Animal protein production growth will slow as margins remain tight in 2024, with producers and processors needing to adapt to sustain success, according to Rabobank’s annual Global Animal Protein Outlook report.
After four years of growth in animal protein production globally, 2024 will see the pace slow or even decline across some protein types, the specialist food and agribusiness bank predicts.
The shift comes as producers and processors navigate tighter margins due to structural changes to market conditions. Higher production costs and tighter supplies will push animal protein prices up and constrain global consumption in 2024.
Input costs and inflation are likely to fall, but will remain at a higher level than pre-pandemic. There are also signs that consumers are growing used to higher prices and, in some markets, willing to pay a quality premium.

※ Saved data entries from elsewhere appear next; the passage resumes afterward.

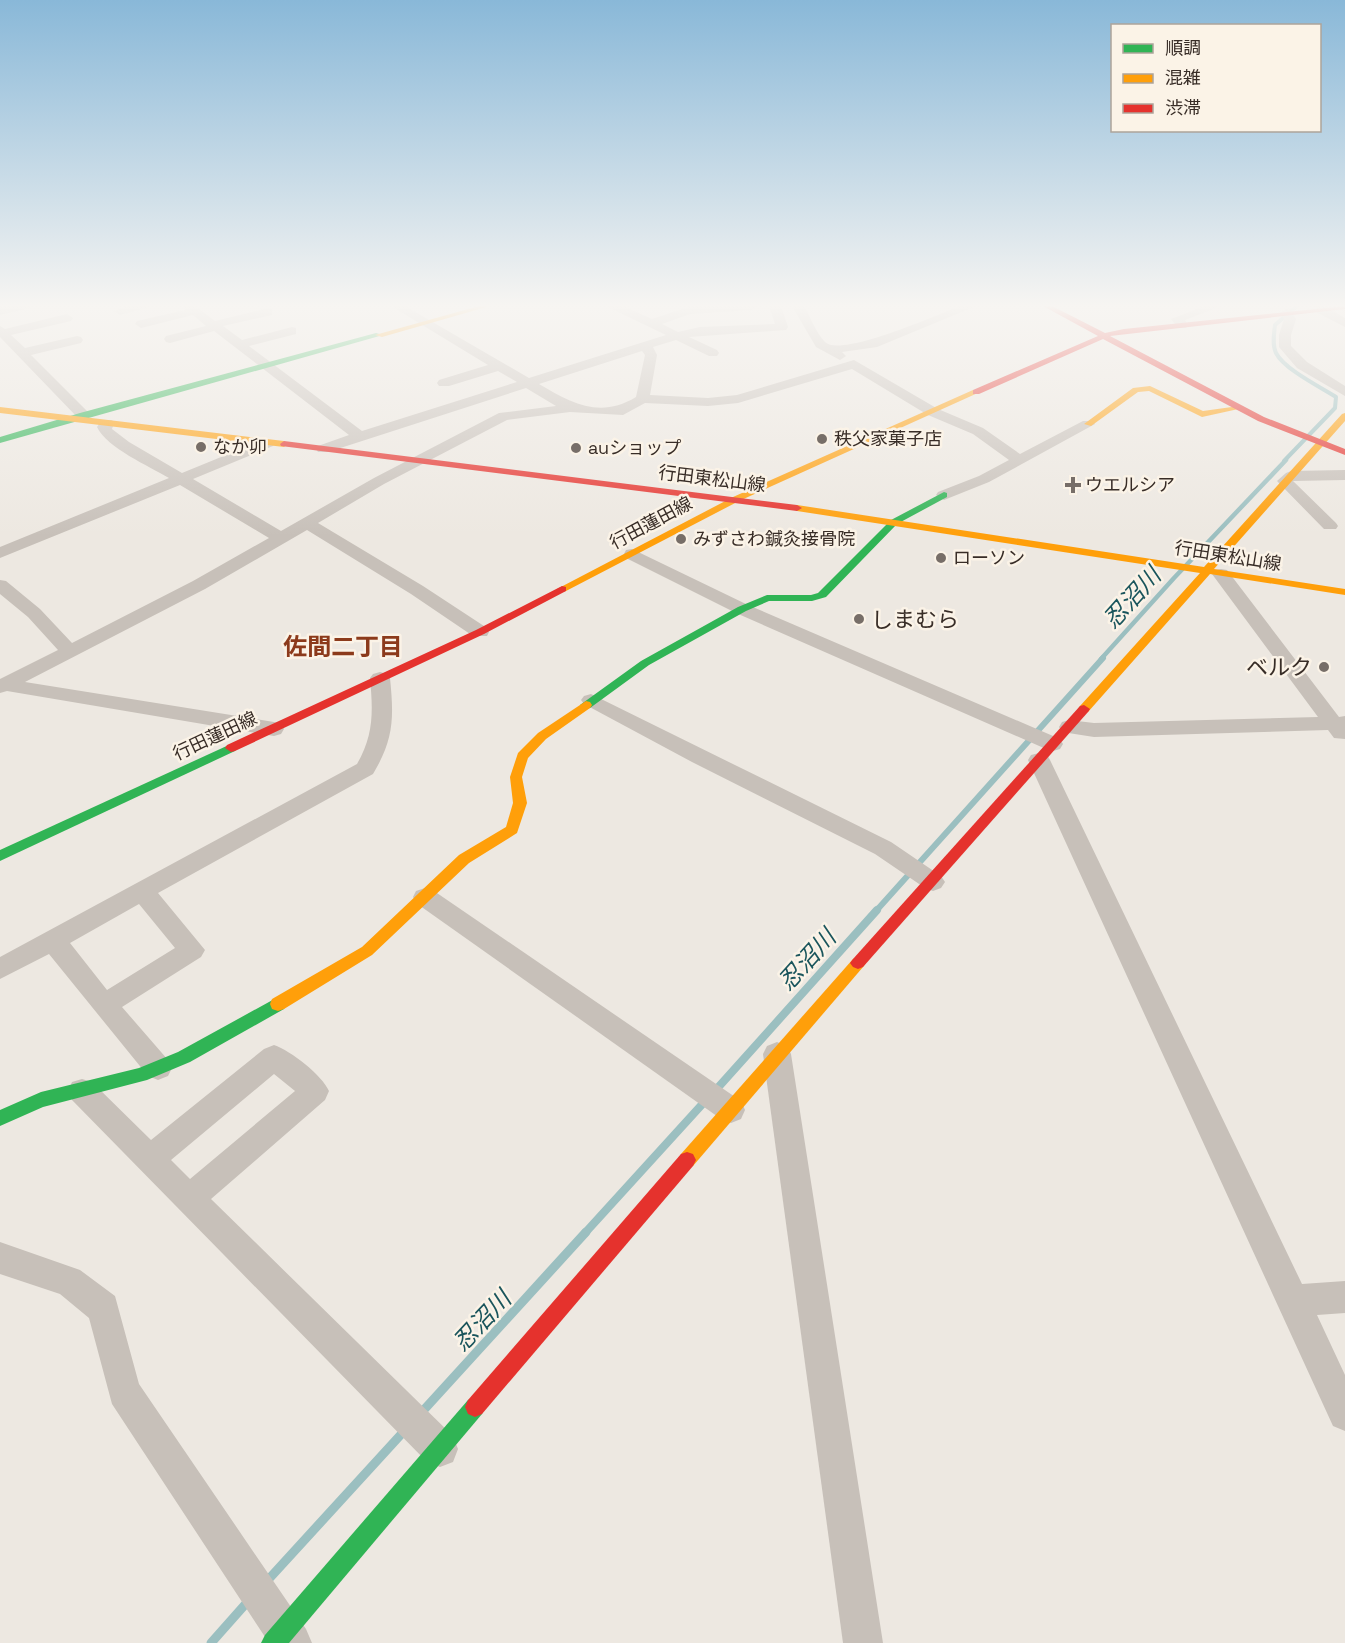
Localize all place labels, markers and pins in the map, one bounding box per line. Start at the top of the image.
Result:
place label: 秩父家菓子店 [834,427,942,450]
marker: 秩父家菓子店 [815,432,829,446]
place label: なか卯 [213,435,267,458]
place label: auショップ [588,436,681,459]
marker: なか卯 [194,440,208,454]
marker: auショップ [569,441,583,455]
place label: ウエルシア [1085,473,1175,496]
marker: ウエルシア [1066,478,1080,492]
place label: みずさわ鍼灸接骨院 [693,527,855,550]
marker: みずさわ鍼灸接骨院 [674,532,688,546]
place label: ローソン [953,546,1025,569]
marker: ローソン [934,551,948,565]
place label: しまむら [871,605,959,633]
marker: しまむら [852,612,866,626]
place label: ベルク [1246,653,1312,681]
marker: ベルク [1317,660,1331,674]

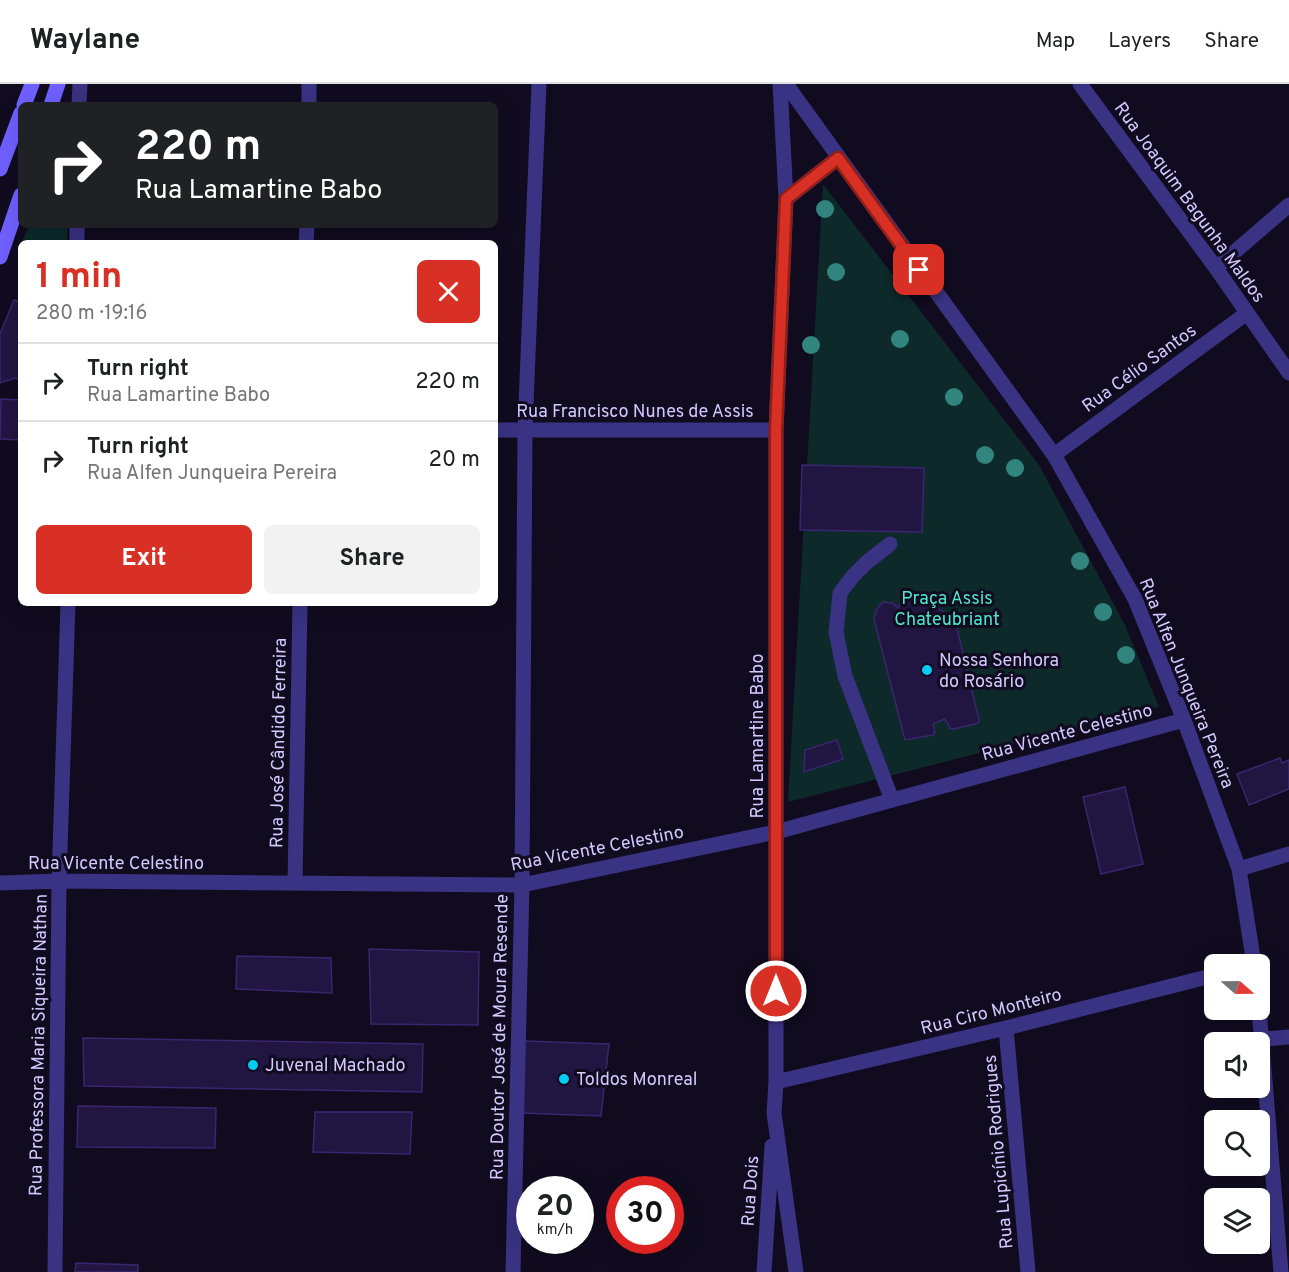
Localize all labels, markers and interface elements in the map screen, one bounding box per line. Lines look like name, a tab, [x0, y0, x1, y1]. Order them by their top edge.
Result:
text: Waylane	[30, 23, 140, 59]
text: Map	[1036, 28, 1075, 55]
text: Layers	[1108, 28, 1171, 55]
text: Share	[1204, 28, 1259, 55]
street label: Rua Joaquim Bagunha Maldos	[1108, 98, 1269, 308]
text: 220 m	[135, 122, 261, 175]
icon: right	[36, 126, 114, 204]
text: Rua Lamartine Babo	[135, 174, 382, 208]
pin	[893, 244, 944, 295]
icon: arrive	[902, 253, 935, 286]
text: 1 min	[36, 255, 122, 301]
button: close	[417, 260, 480, 323]
text: 280 m · 19:16	[36, 301, 147, 327]
street label: Rua Célio Santos	[1078, 320, 1202, 418]
text: Turn right	[87, 356, 189, 383]
icon: right	[36, 366, 69, 399]
text: 220 m	[415, 369, 480, 396]
text: Rua Lamartine Babo	[87, 383, 270, 409]
street label: Rua Francisco Nunes de Assis	[516, 401, 754, 424]
text: Turn right	[87, 434, 189, 461]
icon: right	[36, 444, 69, 477]
text: 20 m	[429, 447, 480, 474]
text: Rua Alfen Junqueira Pereira	[87, 461, 337, 487]
button: Exit	[36, 525, 252, 594]
button: Share	[264, 525, 480, 594]
street label: Rua Alfen Junqueira Pereira	[1133, 575, 1238, 792]
park label: Praça Assis Chateubriant	[894, 588, 1000, 632]
street label: Rua José Cândido Ferreira	[266, 638, 293, 848]
place label: Nossa Senhora do Rosário	[939, 650, 1059, 694]
street label: Rua Lamartine Babo	[747, 654, 770, 818]
marker: Nossa Senhora do Rosário	[920, 663, 934, 677]
street label: Rua Vicente Celestino	[979, 700, 1155, 767]
street label: Rua Vicente Celestino	[509, 821, 686, 878]
street label: Rua Vicente Celestino	[28, 853, 204, 876]
street label: Rua Professora Maria Siqueira Nathan	[25, 894, 54, 1196]
street label: Rua Doutor José de Moura Resende	[487, 894, 514, 1180]
north arrow	[1204, 954, 1270, 1020]
map controls	[1204, 954, 1270, 1254]
position arrow	[744, 959, 808, 1023]
street label: Rua Ciro Monteiro	[918, 984, 1064, 1041]
button: sound	[1204, 1032, 1270, 1098]
street label: Rua Lupicínio Rodrigues	[980, 1054, 1019, 1250]
place label: Juvenal Machado	[265, 1055, 406, 1078]
marker: Juvenal Machado	[246, 1058, 260, 1072]
place label: Toldos Monreal	[576, 1069, 697, 1092]
marker: Toldos Monreal	[557, 1072, 571, 1086]
button: search	[1204, 1110, 1270, 1176]
street label: Rua Dois	[738, 1155, 765, 1227]
speed limit sign: 30	[606, 1176, 684, 1254]
button: layers	[1204, 1188, 1270, 1254]
text: 20	[536, 1189, 574, 1226]
text: km/h	[537, 1221, 573, 1240]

Some market changes appear to be permanent, Rabobank notes. Demographic shifts will see the labour market tighten and raise production costs, while reduced population growth will slow consumption.
Elsewhere, there will be pressure to invest in upgrading production systems to serve emerging market needs, meet regulatory requirements and cater to changing consumer preferences around sustainability. Adverse weather conditions and disease also present challenges.
“It’s a testament to the resilience and flexibility of companies along animal protein supply chains that they continue to grow production and deliver on customer expectations amid such challenging market conditions. Despite a cost-of-living crisis putting pressure on consumer finances, there continues to be demand for animal protein, and companies have been able to overcome challenges, from high costs to regulatory uncertainty and disease, to capitalise on it,” Rabobank global strategist animal protein, Justin Sherrard said.
“For companies to sustain the success of the past few years, it’s essential that they adapt to the structural changes in the market. Instead of simply riding out the storm, animal protein businesses need to take stock of their strengths and prepare to transition their supply chains to operating in an environment with high costs and tight margins.”
Global production growth
Rabobank analysts forecast marginal year-on-year production growth in the major markets of North America, Brazil, Europe, Oceania, China and Southeast Asia of 0.6 million tons to a total of 247 million tons next year. This is against a 2.1 million tons growth in 2023.
Poultry and aquaculture will be the only two protein groups to see production grow in 2024, predicts Rabobank, though it will be slower than in 2023. Beef will continue the decline seen in 2023, moving with changes in cattle cycles in North America, while pork production will also contract modestly.
Wild catch seafood will return to its longer-term pattern of declining production after a year of expansion in 2023.
Salmon looks set to be one of 2024’s success stories. Following two years of production contracting and flatlining, supply will expand by four to five per cent, and its relative price competitiveness against other proteins will boost demand.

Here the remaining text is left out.